Quercetin, not caffeine, is a major neuroprotective component in coffee

querQuercetin food sources

  • Elderberries
  • Apples
  • Peppers
  • Red wine
  • Dark cherries and berries (blueberries, bilberries, blackberries and others)
  • Tomatoes
  • Cruciferous veggies, including broccoli, cabbage and sprouts
  • Leafy green veggies, including spinach, kale
  • Citrus fruits

Title: Quercetin, not caffeine, is a major neuroprotective component in coffee.
Authors: Lee M, McGeer EG, McGeer PL.
Journal: Neurobiol Aging. 2016 Jul 5;46:113-123.
PMID: 27479153

As we said above, for the longest time people have believed that caffeine was the active ingredient in the miraculous ability of coffee to reduce the risk of Parkinson’s disease.

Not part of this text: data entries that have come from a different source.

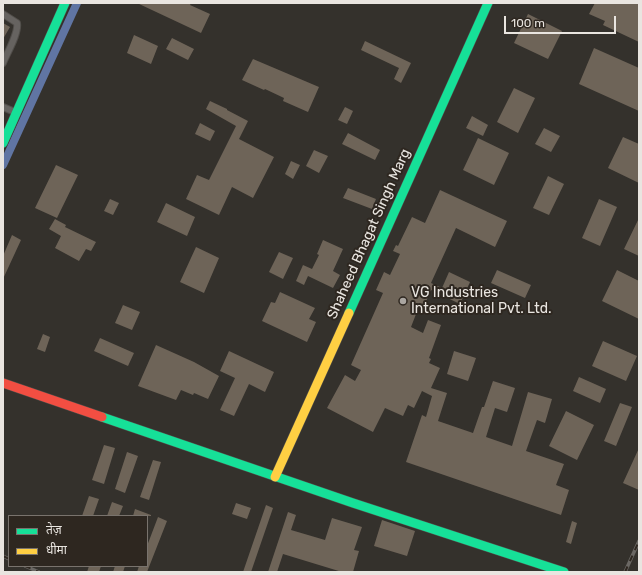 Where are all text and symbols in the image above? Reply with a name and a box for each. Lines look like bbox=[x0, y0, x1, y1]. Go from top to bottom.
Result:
scale bar bbox=[506, 8, 618, 34]
text: 100 m bbox=[511, 16, 545, 30]
street label: Shaheed Bhagat Singh Marg bbox=[324, 146, 414, 322]
place label: VG Industries International Pvt. Ltd. bbox=[411, 285, 552, 318]
marker: VG Industries International Pvt. Ltd. bbox=[398, 296, 408, 306]
legend bbox=[8, 515, 148, 567]
text: तेज़ bbox=[46, 523, 62, 537]
text: धीमा bbox=[46, 543, 67, 557] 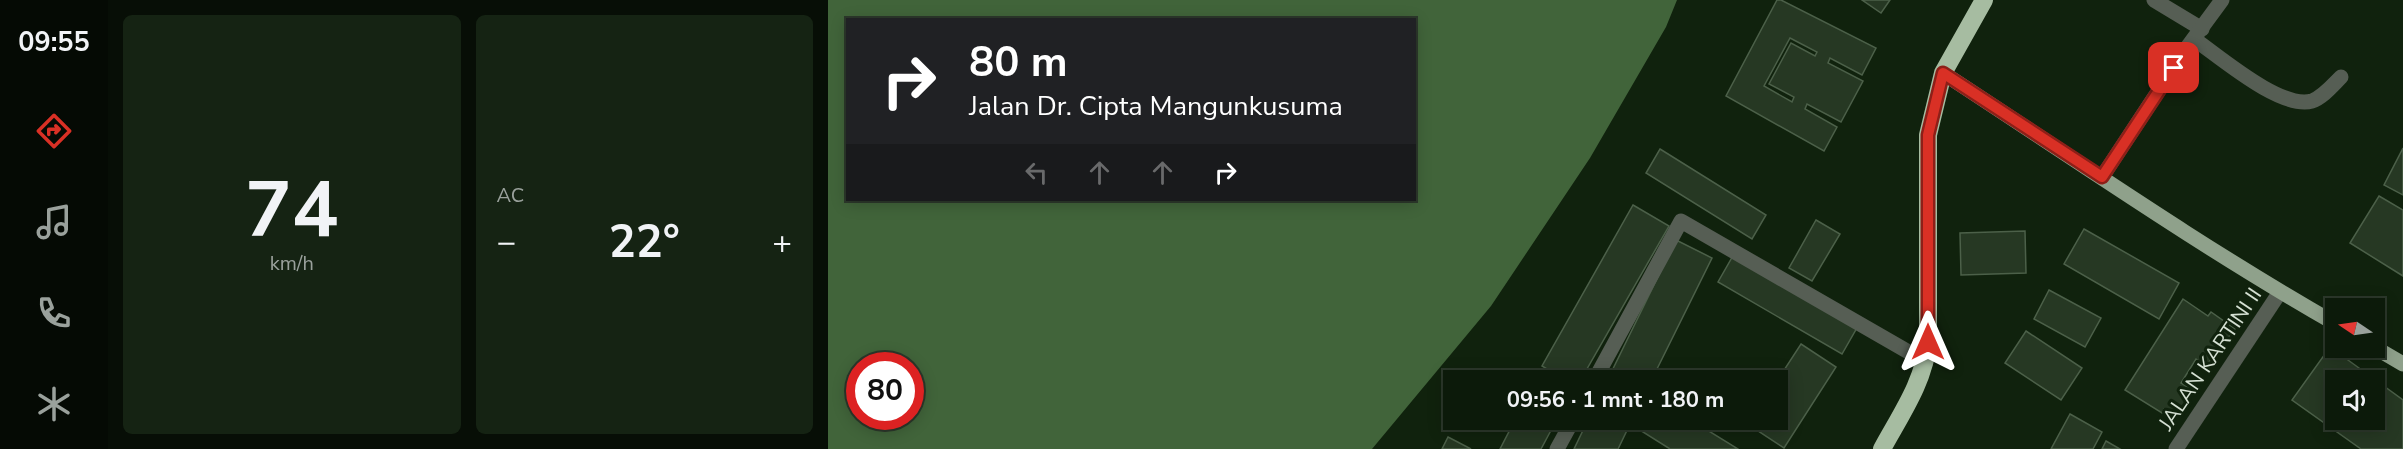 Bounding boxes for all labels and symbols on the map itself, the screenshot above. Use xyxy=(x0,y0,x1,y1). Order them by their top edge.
pin xyxy=(2148,42,2199,93)
street label: JALAN KARTINI II xyxy=(2151,282,2268,436)
north arrow xyxy=(2325,298,2385,358)
position arrow xyxy=(1896,310,1960,374)
speed limit sign: 80 xyxy=(846,352,924,430)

The researchers who published this report were particularly interested in the neuroprotective role for coffee in Parkinson’s disease and they decided to break coffee down into some of its basic components.

Specifically:

  • Caffeine
  • quercetin
  • flavone
  • Chlorogenic acids (CGAs)

They tested each of these coffee components on cells (grown in petri dishes) that had been exposed to a toxin, and then assessed cell survival. Curiously, although caffeine did exhibit neuroprotective effects on the cells, it was beaten by the far superior protective effects of quercetin.

What is quercetin?

Quercetin is a flavonoid (a type of plant pigment) that is found in many fruits, vegetables, leaves and grains. Flavonoids are potent antioxidants. Antioxidants scavenge particles (called free radicals) in the body which can damage cell membranes, affect DNA, and even cause cell death. Antioxidants neutralize these free radicals. (For more on flavonoids – click here).

What does this mean?

The results are very interesting, especially if they provide us with a new potential target for therapeutic drug development. It also raises the age-old idea of antioxidants being potentially useful in the treatment of Parkinson’s disease (the previous history of this therapeutic approach has been disappointing – click here to read more on this).

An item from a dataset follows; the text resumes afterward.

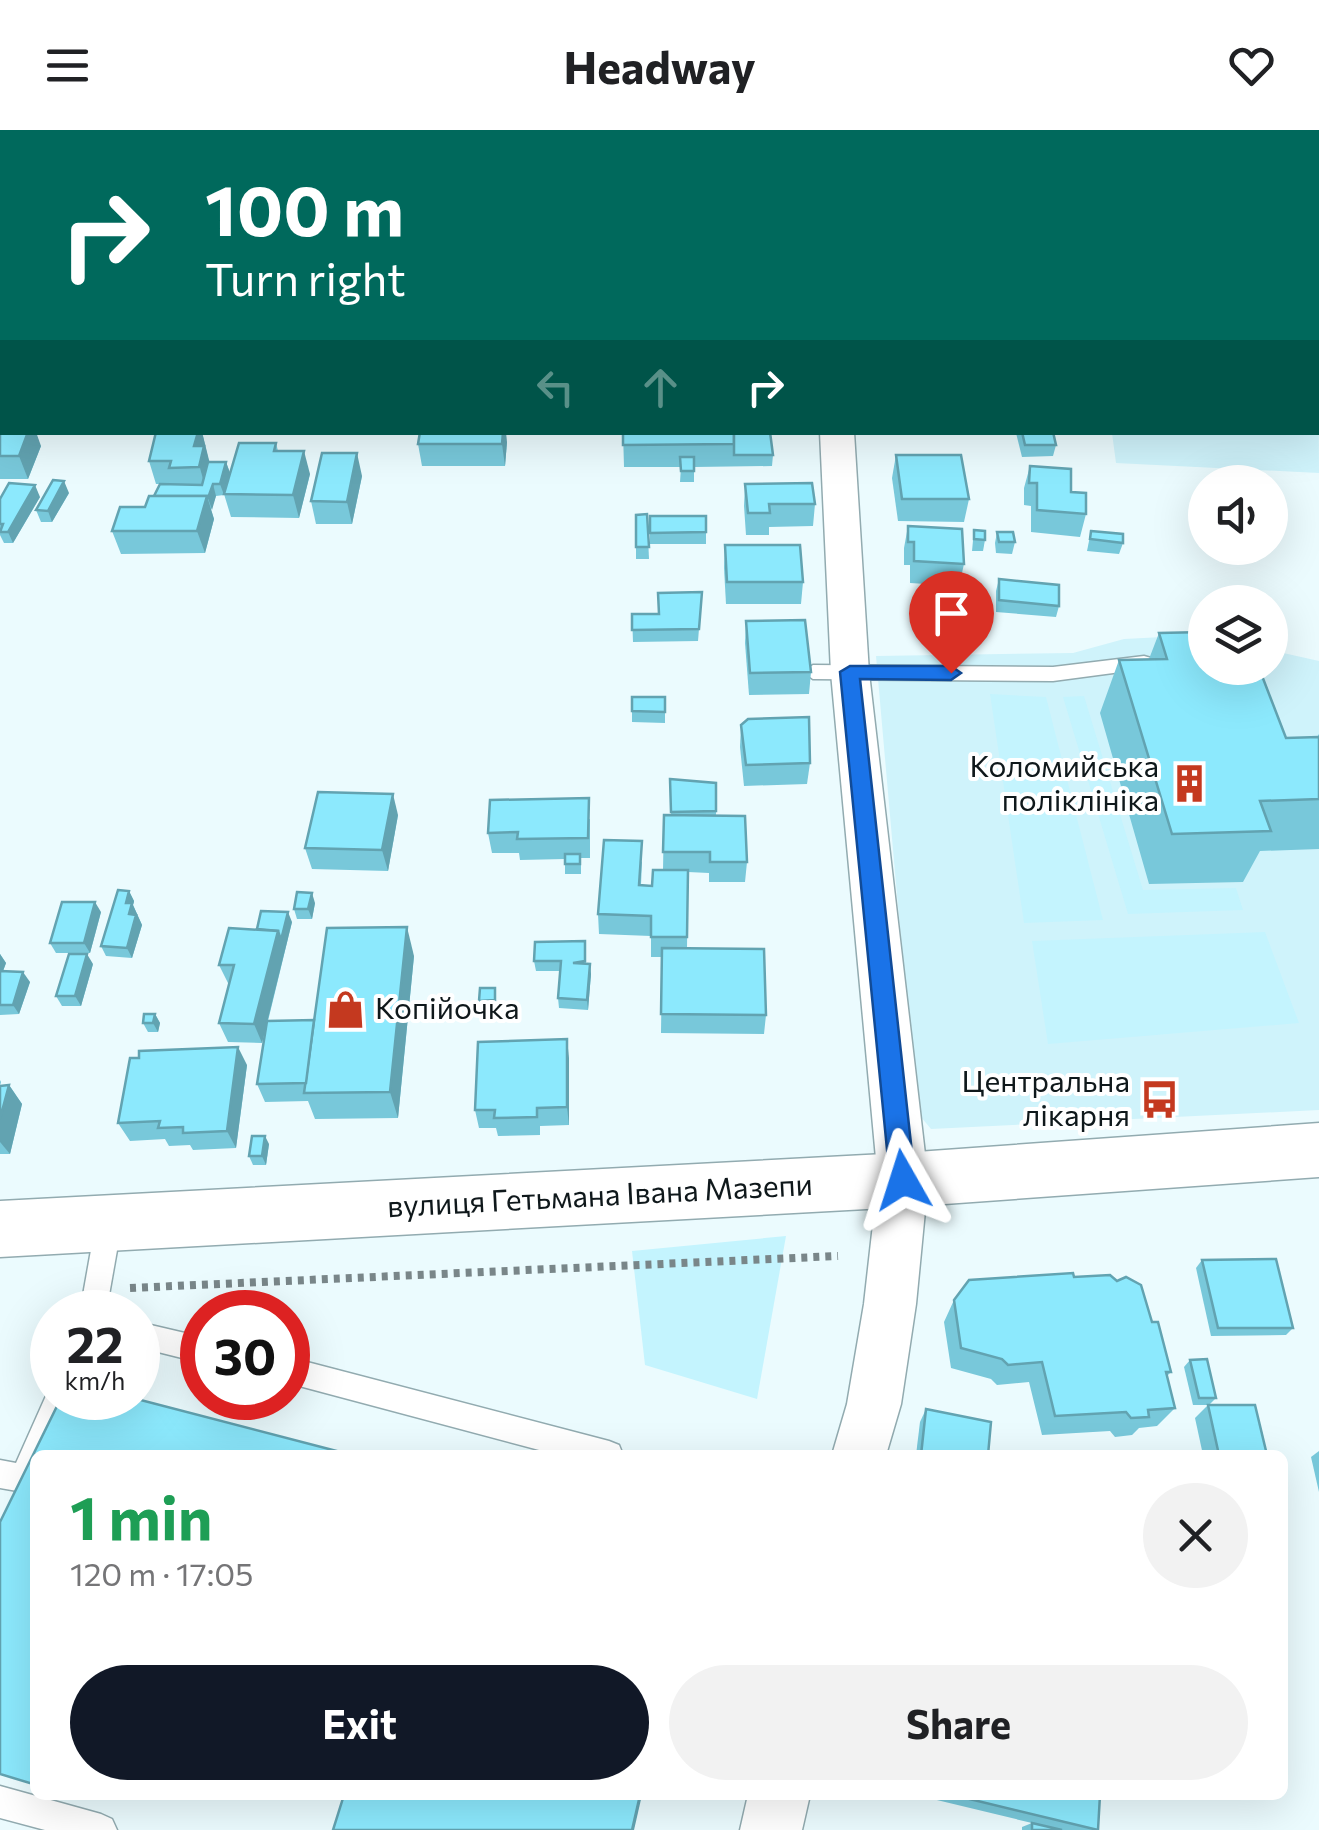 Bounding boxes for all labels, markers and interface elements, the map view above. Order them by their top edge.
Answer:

But before you rush out and load up on quercetin, there are a few things to consider:

Quercetin is generally considered pretty safe. Fruits and vegetables are the primary dietary sources of quercetin, particularly citrus fruits, apples, onions, parsley, sage, tea, and red wine.

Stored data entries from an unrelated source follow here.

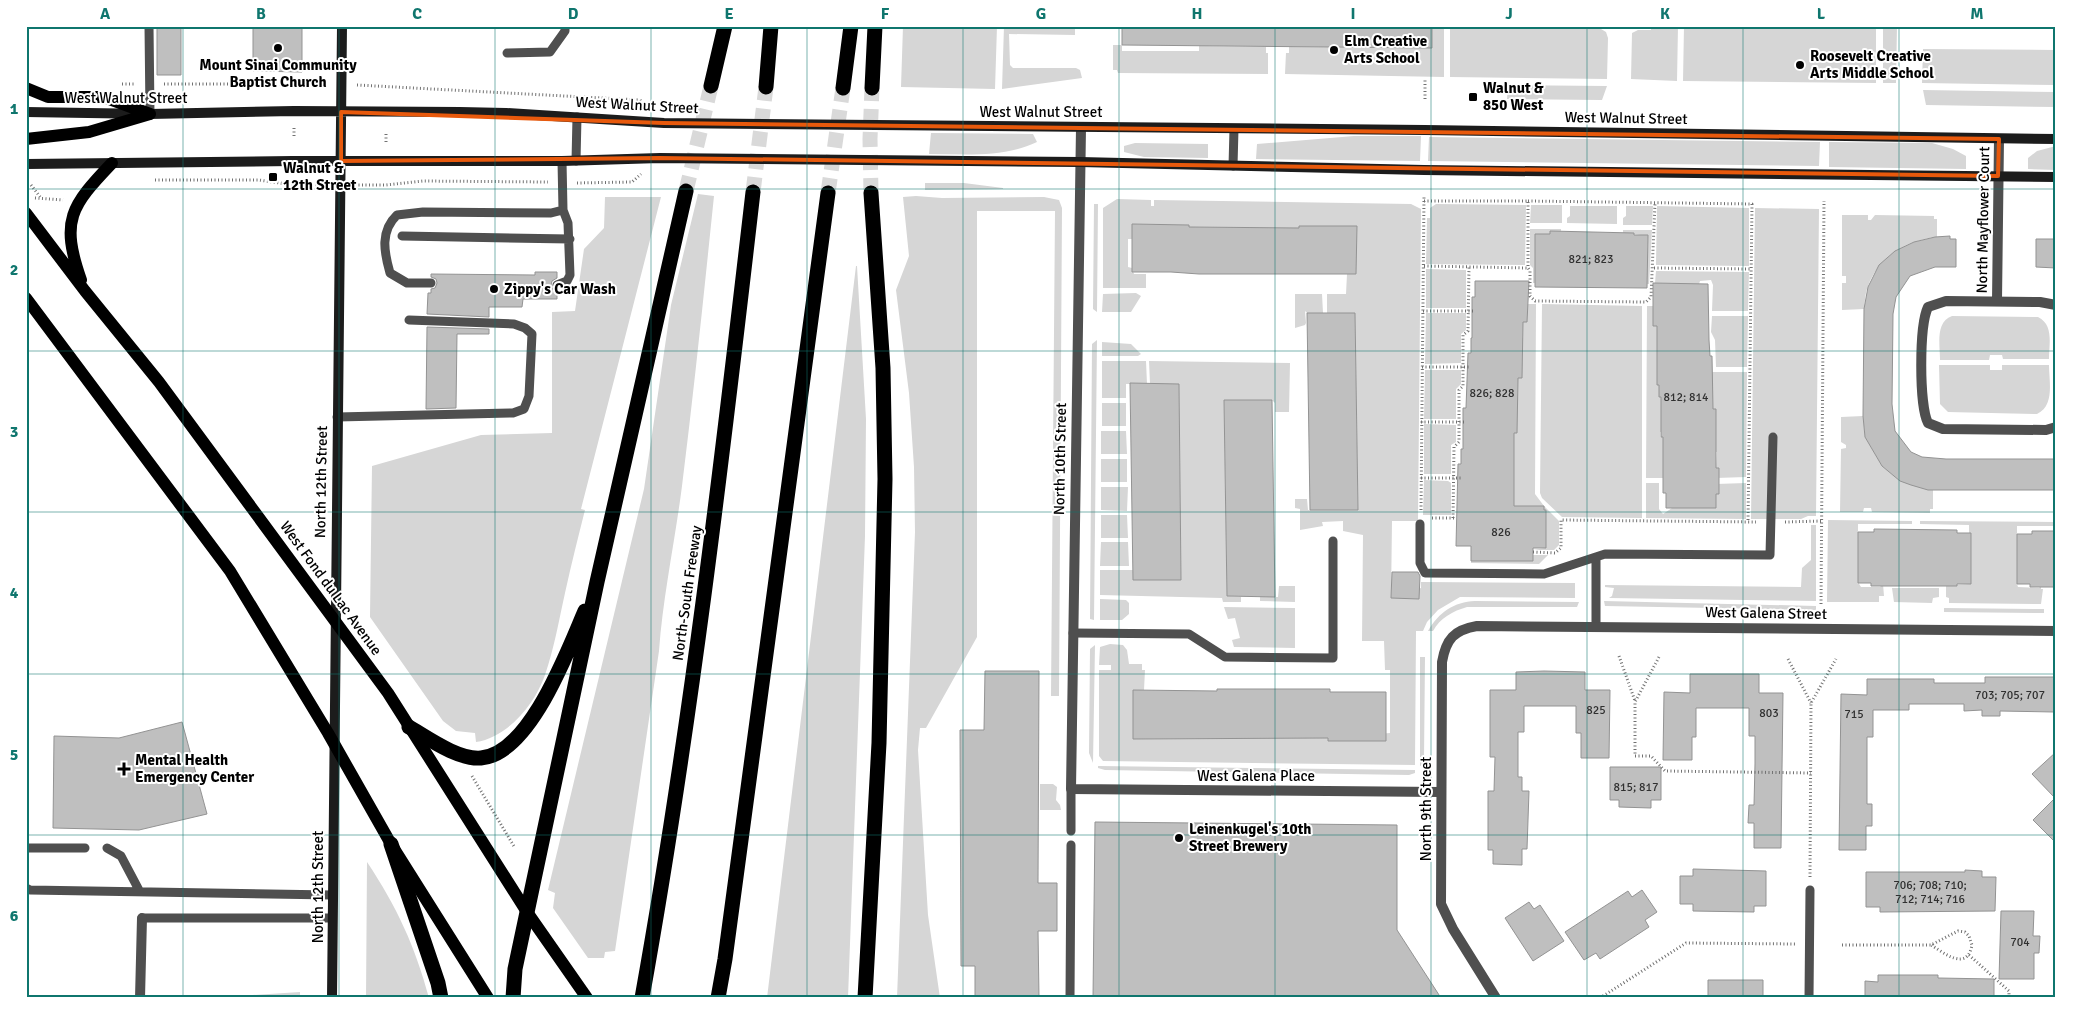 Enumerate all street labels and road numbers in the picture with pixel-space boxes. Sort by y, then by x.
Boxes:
street label: West Walnut Street [64,89,188,107]
street label: West Walnut Street [575,93,699,117]
street label: West Walnut Street [979,103,1103,121]
street label: West Walnut Street [1564,108,1688,128]
street label: North Mayflower Court [1973,146,1993,294]
street label: North 10th Street [1050,403,1070,515]
street label: North 12th Street [311,426,331,538]
street label: West Fond du Lac Avenue [276,517,386,659]
street label: North-South Freeway [669,524,705,662]
street label: West Galena Street [1705,603,1827,623]
street label: North 9th Street [1417,757,1435,861]
street label: West Galena Place [1197,767,1315,785]
street label: North 12th Street [309,831,327,943]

That said: excessive use of quercetin can have side effects, which may include headache and upset stomach. Very high doses of quercetin can cause damage to the kidneys (doses greater than 1 g per day), and regular periodic breaks from taking quercetin is advised. Importantly, pregnant women, breastfeeding women, and people with kidney disease should avoid quercetin.